What is required: If a line in the entries contains the word "Boxgrove", list it.

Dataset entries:
[Start of Attachment]
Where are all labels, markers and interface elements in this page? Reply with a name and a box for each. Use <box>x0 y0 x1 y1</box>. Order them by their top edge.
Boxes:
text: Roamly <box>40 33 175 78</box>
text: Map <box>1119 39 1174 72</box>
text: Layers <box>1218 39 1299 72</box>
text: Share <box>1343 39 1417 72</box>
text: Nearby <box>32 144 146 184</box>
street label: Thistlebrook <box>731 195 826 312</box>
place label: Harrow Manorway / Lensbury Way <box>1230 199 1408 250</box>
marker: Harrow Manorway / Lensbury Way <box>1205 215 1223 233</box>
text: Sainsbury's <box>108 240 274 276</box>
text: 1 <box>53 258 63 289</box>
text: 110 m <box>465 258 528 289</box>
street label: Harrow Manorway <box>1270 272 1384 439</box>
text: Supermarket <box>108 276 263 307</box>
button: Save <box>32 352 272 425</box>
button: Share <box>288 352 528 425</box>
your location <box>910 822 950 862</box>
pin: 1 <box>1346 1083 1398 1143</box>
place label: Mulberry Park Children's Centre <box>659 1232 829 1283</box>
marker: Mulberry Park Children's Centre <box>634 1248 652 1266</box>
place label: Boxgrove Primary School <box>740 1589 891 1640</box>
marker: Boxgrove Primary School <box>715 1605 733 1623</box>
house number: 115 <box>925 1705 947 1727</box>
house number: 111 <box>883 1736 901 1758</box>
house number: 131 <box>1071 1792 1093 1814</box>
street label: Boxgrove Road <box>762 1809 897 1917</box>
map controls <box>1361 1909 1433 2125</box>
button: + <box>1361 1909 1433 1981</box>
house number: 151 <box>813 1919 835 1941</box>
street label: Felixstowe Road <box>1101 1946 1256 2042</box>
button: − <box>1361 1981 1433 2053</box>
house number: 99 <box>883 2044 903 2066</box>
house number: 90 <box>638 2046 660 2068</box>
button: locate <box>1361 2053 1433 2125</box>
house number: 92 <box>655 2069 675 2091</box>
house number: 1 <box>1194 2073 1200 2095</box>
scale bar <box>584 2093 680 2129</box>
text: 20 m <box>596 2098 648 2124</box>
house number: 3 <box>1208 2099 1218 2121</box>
[End of Attachment]
[Start of Attachment]
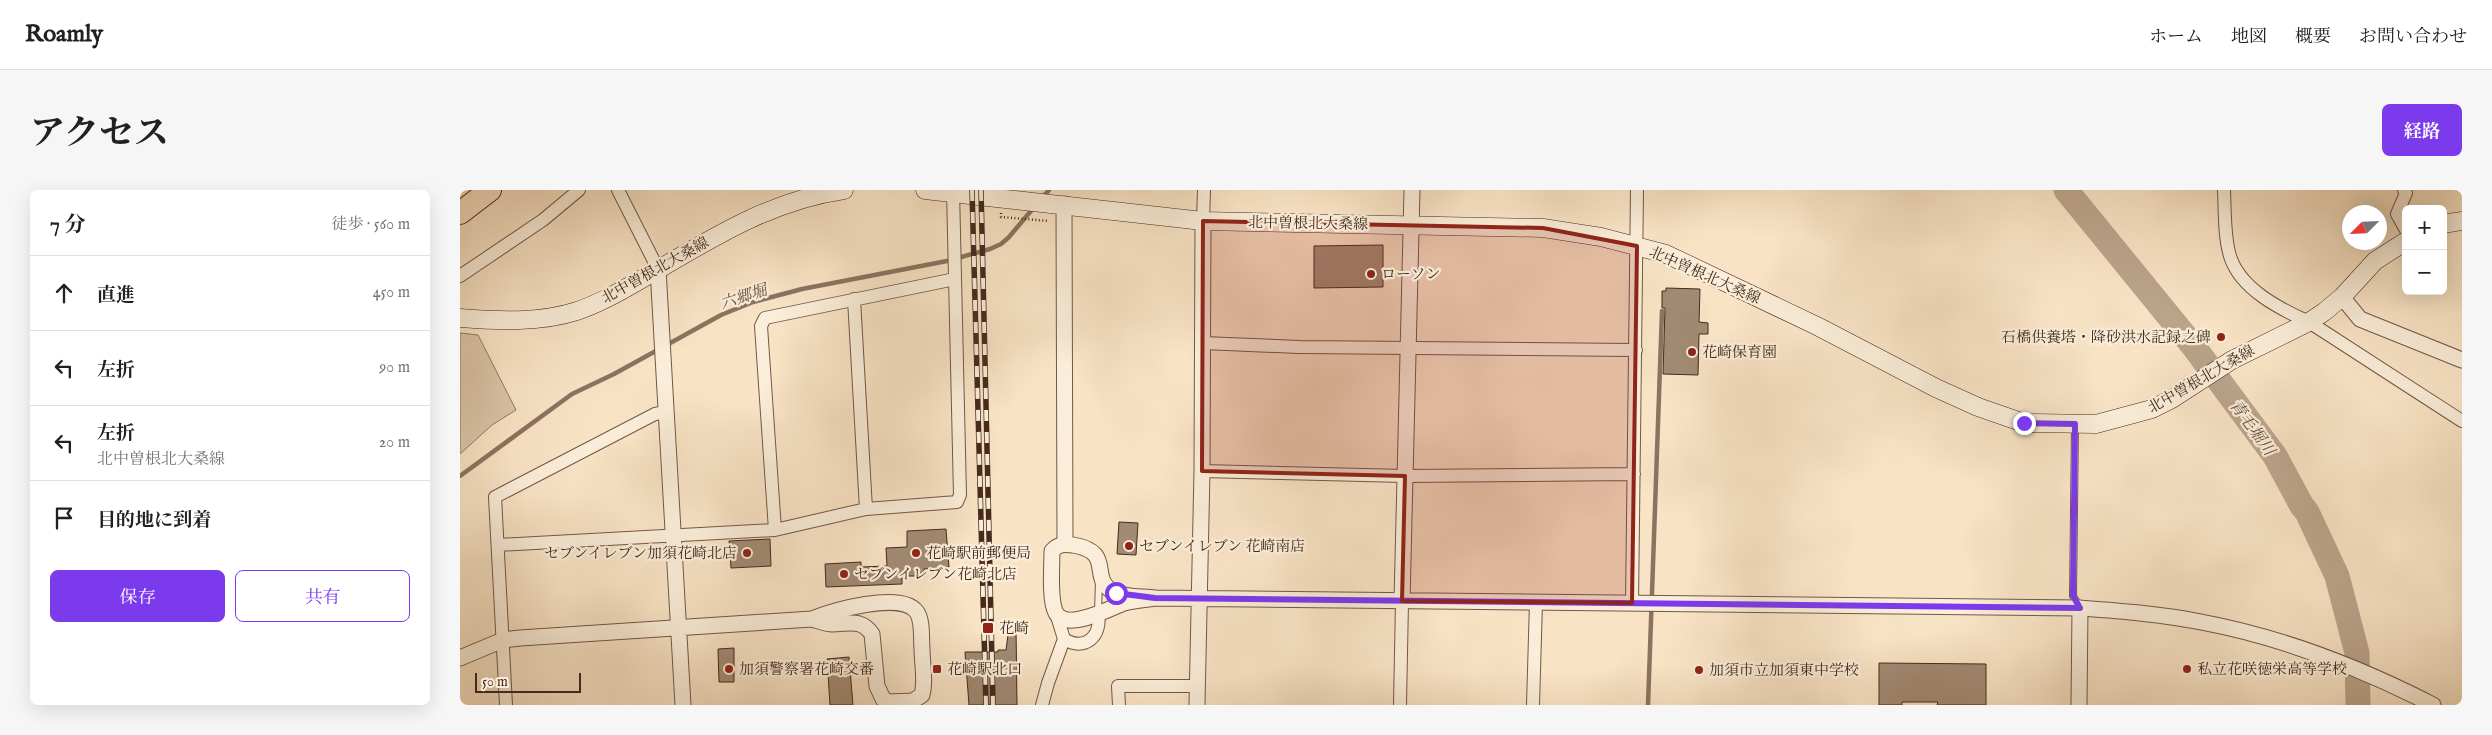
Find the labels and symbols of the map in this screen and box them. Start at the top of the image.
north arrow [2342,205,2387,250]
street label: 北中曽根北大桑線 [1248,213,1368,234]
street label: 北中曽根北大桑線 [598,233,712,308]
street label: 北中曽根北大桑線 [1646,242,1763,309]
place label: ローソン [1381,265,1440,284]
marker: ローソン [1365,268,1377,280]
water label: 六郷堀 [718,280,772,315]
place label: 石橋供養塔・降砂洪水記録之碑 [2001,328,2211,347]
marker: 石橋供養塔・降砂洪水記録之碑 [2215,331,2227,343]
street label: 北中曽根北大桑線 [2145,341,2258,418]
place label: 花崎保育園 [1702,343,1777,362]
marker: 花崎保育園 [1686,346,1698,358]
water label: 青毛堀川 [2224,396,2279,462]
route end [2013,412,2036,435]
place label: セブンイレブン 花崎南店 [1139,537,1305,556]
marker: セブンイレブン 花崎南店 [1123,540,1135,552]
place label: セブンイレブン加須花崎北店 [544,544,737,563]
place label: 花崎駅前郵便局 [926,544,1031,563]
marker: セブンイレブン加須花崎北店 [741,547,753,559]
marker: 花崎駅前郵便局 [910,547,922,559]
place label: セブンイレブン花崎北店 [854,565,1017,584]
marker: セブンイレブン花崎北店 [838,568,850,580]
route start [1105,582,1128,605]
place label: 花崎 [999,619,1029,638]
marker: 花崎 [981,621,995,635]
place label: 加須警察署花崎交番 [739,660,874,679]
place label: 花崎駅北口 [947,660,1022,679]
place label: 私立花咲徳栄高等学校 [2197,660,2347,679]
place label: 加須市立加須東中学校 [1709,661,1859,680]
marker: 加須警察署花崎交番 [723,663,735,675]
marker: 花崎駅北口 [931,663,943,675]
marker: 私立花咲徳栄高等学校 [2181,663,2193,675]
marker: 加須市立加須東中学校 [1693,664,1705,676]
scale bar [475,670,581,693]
[End of Attachment]
The answer:
place label: Boxgrove Primary School <box>740 1589 891 1640</box>
marker: Boxgrove Primary School <box>715 1605 733 1623</box>
street label: Boxgrove Road <box>762 1809 897 1917</box>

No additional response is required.